I feel like he's covering his ass. Kyle's a terrible liar, but I let it go.
We sit in silence for a moment. I'm just gonna say it without overthinking it.
I purse my lips "Kyle, I have to tell you something."
He looks over at me, but I stay fixated on the ceiling.
"What's up dude?" He asks a little worried.
"You know how I dated Wendy 3 years ago but we broke up, but I never really said why."
Dammit! why can't I just say it.
"Yeeeah..." he replies confused.
I go silent, still not drifting my gaze from the ceiling.
He props himself up on his side to face towards me. "Dude, what's up, are you okay?"
"... I'm gay" I glance over to meet his chlorophyll eyes. He's quite. He lies back down looking at the ceiling. But I stay fixed on him. The silence goes on for what seems like an eternity.
Fuck, what have I done. Why isn't he saying anything? I'm not usually someone who cries, but my eyes get glassy and a lump forms in my throat. I can't lose Kyle. I don't know what I'd do if I didn't have Kyle.
I sit up and look at him "Please say something."
I crattle my face in my hands.
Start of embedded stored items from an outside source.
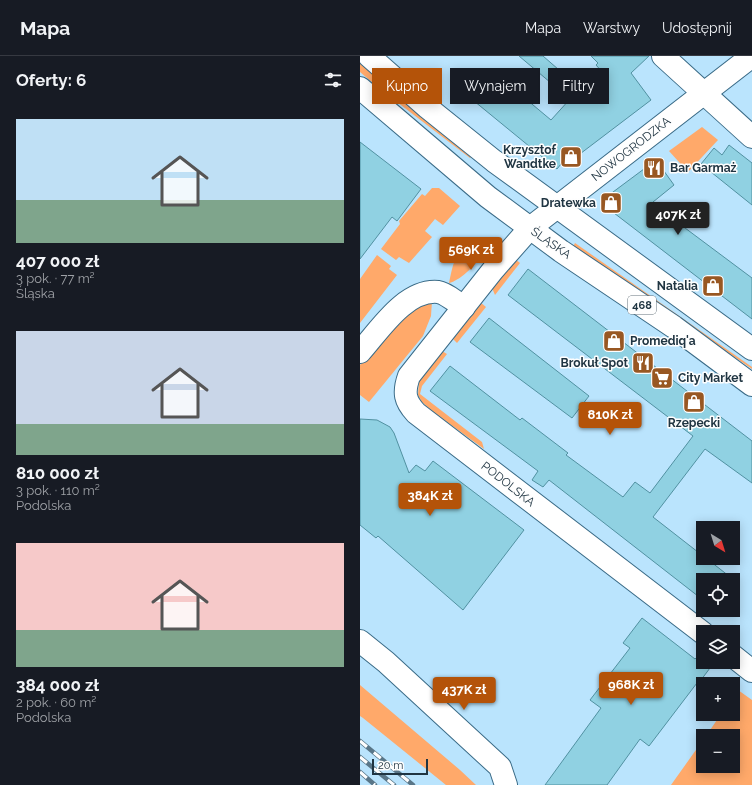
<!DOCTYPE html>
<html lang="pl">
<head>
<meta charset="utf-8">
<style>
  :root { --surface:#171b24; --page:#242831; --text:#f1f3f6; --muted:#9ea1a6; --line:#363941; --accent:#b45309 }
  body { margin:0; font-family:Raleway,sans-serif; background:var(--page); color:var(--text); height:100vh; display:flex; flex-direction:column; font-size:15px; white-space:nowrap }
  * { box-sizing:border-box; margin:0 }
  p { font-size:13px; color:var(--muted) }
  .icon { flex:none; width:22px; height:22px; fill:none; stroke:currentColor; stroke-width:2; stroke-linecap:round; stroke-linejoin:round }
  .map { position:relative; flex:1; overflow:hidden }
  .side { display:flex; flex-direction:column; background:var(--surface); width:360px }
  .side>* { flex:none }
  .hud { position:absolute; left:12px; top:12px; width:320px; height:36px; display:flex; gap:8px }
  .needle { width:26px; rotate:142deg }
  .tools { position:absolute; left:336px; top:465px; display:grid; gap:8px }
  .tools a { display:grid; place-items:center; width:44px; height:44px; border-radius:0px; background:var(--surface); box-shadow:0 2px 10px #0003; font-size:20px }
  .scale { position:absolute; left:12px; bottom:10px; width:56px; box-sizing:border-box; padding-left:4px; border:2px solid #203542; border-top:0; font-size:11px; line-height:14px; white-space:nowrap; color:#203542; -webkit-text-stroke:3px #fefefe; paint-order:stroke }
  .price { position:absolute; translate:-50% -34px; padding:0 9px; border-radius:4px; background:var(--accent); color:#fff; font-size:13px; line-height:26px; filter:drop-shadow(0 1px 2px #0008) }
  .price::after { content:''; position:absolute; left:50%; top:24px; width:12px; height:9px; margin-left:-6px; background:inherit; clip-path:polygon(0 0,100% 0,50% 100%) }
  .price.selected { background:#222; color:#fff }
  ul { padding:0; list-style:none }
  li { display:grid; align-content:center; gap:8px; height:212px; padding:0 16px }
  li span { display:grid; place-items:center; height:124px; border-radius:0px; color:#555 }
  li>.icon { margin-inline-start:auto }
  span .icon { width:72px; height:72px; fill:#fffc; stroke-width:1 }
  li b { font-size:17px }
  h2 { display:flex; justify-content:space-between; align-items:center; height:48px; padding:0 16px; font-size:17px }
  .tag { padding:0 14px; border-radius:0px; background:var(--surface); box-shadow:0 2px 10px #0003; font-size:14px; line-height:36px }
  .tag.selected { background:var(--accent); color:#fff }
  header { display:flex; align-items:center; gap:24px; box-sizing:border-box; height:56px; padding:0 20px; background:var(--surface); border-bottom:1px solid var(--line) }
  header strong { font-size:19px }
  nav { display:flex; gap:22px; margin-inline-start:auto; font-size:14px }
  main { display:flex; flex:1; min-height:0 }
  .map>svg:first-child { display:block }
  .green { fill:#ffa96a }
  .building { fill:#90d1e2; stroke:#5191a1 }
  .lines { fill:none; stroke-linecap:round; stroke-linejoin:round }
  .minor-casing { stroke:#3a6b87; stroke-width:24 }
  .tertiary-casing { stroke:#3a6b87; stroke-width:24 }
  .primary-casing { stroke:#3a6b87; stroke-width:24 }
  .minor { stroke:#fff; stroke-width:22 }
  .tertiary { stroke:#fff; stroke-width:22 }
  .primary { stroke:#fff; stroke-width:22 }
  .rail-casing { stroke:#597688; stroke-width:4.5 }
  .rail { stroke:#fefefe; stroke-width:3; stroke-dasharray:9; stroke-linecap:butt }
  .labels { text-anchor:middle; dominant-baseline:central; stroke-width:3; stroke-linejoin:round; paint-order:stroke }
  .shield { fill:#fefefe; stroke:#63717a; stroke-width:1 }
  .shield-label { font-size:11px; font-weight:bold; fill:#203542 }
  .street-label { font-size:12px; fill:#203542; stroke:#fefefe }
  .poi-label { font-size:12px; font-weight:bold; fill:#203542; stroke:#fefefe; text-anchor:end }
</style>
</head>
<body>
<header>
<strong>Mapa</strong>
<nav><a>Mapa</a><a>Warstwy</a><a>Udostępnij</a></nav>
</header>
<main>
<section class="side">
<h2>Oferty: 6<svg class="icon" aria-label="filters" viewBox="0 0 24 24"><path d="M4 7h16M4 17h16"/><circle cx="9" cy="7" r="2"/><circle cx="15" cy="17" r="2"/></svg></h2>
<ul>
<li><span style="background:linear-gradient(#bfe0f5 65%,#7fa58c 0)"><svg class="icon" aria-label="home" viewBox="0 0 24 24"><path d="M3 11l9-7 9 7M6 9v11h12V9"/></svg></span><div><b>407 000 zł</b><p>3 pok. · 77 m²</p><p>Śląska</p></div></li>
<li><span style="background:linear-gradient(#c9d6e8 75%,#7fa58c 0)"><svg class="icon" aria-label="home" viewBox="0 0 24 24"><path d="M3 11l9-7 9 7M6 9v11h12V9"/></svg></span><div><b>810 000 zł</b><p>3 pok. · 110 m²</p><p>Podolska</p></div></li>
<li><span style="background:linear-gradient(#f6c9c9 70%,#7fa58c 0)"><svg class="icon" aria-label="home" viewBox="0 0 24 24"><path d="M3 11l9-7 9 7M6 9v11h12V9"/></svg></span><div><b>384 000 zł</b><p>2 pok. · 60 m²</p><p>Podolska</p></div></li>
</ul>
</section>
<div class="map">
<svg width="392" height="729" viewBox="0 0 392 729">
  <rect width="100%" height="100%" fill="#bae4fd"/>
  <g class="green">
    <path d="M0,6l37,34 75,60 -2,2 -90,-69 -20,-17z"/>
    <path d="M342,71l16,13 -30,32 -19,-21z"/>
    <path d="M72,132h7l21,18 -17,19 -8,-6 -10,12 7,6 -23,26 -10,-6 -3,3 -15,-11 19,-25 -1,-3 23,-27 3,2z"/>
    <path d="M127,185c-1,14 -24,39 -38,42 6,-30 8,-35 38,-42z"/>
    <path d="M215,187l177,124v2l-179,-122z"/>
    <path d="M17,199l14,11 -2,3 8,6 -37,48v-44z"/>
    <path d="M155,203l5,4 -25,32 -3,-7z"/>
    <path d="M72,245l-1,15 -8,20 -54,66 -9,-7v-30l51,-59z"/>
    <path d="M120,246l6,5 -29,36 -5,-5z"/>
    <path d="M82,295l5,3 -25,32 -2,8 62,48 2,7 -52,-38 -10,-9 -4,-7 1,-15z"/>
    <path d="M0,629l100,85 16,15h-30l-83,-67 -3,-2z"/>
    <path d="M378,634l14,10v85h-81l32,-45v26h30v-30h-27l15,-22h12v-17z"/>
  </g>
  <g class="building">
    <path d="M159,0h24l39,34 22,-16 -8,-9 2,-2 -7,-7h58l-18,17 20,27 -79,60 -7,-1 -8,10 -83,-68 22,-27 55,46 19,-21z"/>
    <path d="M0,86l61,47 -24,32 -5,-4 -32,42z"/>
    <path d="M369,89l23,18v42l-51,-41 13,-16 8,7z"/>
    <path d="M296,104l18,25 -21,17 17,12 -1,2 83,62v41l-138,-106 -6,-9 -3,-5 4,-4z"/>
    <path d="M168,213l224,172v42l-47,-34 -52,68 50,39v2h3l28,22h-31v20l-154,-120 -6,7 -11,-7 6,-9 -108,-80 20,-25 70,54 2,-2 46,35 -2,2 57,42 12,-15 15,11 43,-57 -185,-141z"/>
    <path d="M129,262l100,78 -17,22 -102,-76z"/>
    <path d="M0,363l17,1 13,7 4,6 15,40 7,-8 9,6 8,-10 91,69 -61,80 -85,-74 -2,2 -16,-13z"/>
    <path d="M282,562l53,41 2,-2 13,11 -9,12 -1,-1 -51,67 -9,-7 -33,46h-62l56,-77 -11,-8 40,-52 -7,-5z"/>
  </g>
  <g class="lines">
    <g class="minor-casing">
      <g id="minor">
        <path d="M0,296c19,-21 45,-63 78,-60 8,1 19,11 26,15"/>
        <path d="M343,577l-287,-220c-11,-12 -13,-20 -7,-37l84,-106 37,-42 222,-172"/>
        <path d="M0,585l26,21 114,105 6,18"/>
        <path d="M373,600l19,15"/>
      </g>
    </g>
    <g class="tertiary-casing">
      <path id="tertiary" d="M303,0l89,81"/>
    </g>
    <g class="primary-casing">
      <g id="primary">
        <path d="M9,0l59,52 66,53 258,188"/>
        <path d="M0,32l128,109 73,54 113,76 78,58"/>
      </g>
    </g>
    <use href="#minor" class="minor"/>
    <use href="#tertiary" class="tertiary"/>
    <use href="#primary" class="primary"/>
    <g class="rail-casing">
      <g id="rail">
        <path d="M0,685l53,44"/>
        <path d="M0,701l34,28"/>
        <path d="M0,716l15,13"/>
      </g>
    </g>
    <use href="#rail" class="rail"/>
  </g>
  <defs>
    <g id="shop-square" transform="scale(1.15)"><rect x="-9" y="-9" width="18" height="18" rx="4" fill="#985722" stroke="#fefefe"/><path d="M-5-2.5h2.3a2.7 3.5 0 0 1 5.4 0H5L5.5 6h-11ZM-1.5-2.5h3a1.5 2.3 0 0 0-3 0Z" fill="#fff"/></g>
    <g id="restaurant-square" transform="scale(1.15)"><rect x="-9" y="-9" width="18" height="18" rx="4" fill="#985722" stroke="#fefefe"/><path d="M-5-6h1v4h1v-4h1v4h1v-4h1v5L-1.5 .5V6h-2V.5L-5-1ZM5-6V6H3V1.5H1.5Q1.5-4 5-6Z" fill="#fff"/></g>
    <g id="supermarket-square" transform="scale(1.15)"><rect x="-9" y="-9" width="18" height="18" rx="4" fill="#985722" stroke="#fefefe"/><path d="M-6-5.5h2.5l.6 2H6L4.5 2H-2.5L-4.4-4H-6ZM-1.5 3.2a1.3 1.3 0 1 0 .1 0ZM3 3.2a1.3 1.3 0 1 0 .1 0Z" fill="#fff"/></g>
  </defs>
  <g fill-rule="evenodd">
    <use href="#shop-square" x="211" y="101"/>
    <use href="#restaurant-square" x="294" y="112"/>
    <use href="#shop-square" x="251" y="147"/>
    <use href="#shop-square" x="353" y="230"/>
    <use href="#shop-square" x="254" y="285"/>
    <use href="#restaurant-square" x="283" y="307"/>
    <use href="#supermarket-square" x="302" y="322"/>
    <use href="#shop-square" x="334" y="346"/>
  </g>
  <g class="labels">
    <rect class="shield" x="268" y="240" width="28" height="18" rx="3"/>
    <g class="shield-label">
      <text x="282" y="249">468</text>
    </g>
    <g class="street-label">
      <text transform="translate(271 93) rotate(-38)">NOWOGRODZKA</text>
      <text transform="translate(191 187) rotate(35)">ŚLĄSKA</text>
      <text transform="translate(148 428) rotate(38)">PODOLSKA</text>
    </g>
    <g class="poi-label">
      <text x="196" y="94">Krzysztof<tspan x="196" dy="14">Wandtke</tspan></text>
      <text x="310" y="112" text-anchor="start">Bar Garmaż</text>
      <text x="236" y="147">Dratewka</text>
      <text x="338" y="230">Natalia</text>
      <text x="270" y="285" text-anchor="start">Promediq'a</text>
      <text x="268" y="307">Brokuł Spot</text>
      <text x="318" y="322" text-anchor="start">City Market</text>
      <text x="334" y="367" text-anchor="middle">Rzepecki</text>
    </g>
  </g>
</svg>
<div class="tools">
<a><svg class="needle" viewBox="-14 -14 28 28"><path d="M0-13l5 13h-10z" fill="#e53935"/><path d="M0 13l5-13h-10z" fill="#9ea1a6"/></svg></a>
<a><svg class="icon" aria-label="locate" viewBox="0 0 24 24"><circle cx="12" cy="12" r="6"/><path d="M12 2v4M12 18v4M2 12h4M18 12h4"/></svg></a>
<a><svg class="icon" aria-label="layers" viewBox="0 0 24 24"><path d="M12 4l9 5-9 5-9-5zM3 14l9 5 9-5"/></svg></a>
<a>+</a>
<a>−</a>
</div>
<div class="scale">20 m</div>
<b class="price selected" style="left:318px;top:180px">407K zł</b>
<b class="price" style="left:111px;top:215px">569K zł</b>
<b class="price" style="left:250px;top:380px">810K zł</b>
<b class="price" style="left:70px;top:461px">384K zł</b>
<b class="price" style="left:271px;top:650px">968K zł</b>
<b class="price" style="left:104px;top:655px">437K zł</b>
<div class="hud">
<a class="tag selected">Kupno</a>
<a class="tag">Wynajem</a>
<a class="tag">Filtry</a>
</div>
</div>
</main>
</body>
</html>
I'm trying so hard not to cry. I wish I could leave, but this is my house so that would be weird.
He sits up and looks at me desperately searching for something to say.
I stand up out of my bed facing away from him, and grip my hair. I feel a tear run down my face.
"It– it's okay" Kyle chokes out.
He sounds like he's about to cry. Which is the point where I can't hold it in anymore. I never cry, but the thought of Kyle being hurt, or sad makes me lose it.
I turn around. He's sitting criss cross on my bed facing me with his head down as he's wiping tears off his face.
I'm basically a mess at this point.
"Kyle, why are you crying?"

KYLE'S POV

At this point I didn't even know myself why I was crying. It just sort of... happened? I try to wipe the tears off my face and act like it didn't happen. This is so embarrassing, I never cry, especially not in front of other people."
"I'm okay man, I'm glad you told me." I manage.
His worried look transforms into this wide smile of relief, which I have to admit is good to see. Stan has the best smile, not to be gay or anything... Before I know it, Stan engulfs me in a hug and we are just sitting in silence.
"Thank you." he says, breaking the silence.
"For what?"
"Not being a dickhead." Stan says and then chuckles.
"Yeah dude of course" you know you can tell me anything. I'll always have your back."
"Soo..." he says looking anxious again. "Do you still wanna spend the night, And like sleepover and stuff now that you know?"
"Yes of course, this changes absolutely nothing." I say
He smiles and looks relieved once more.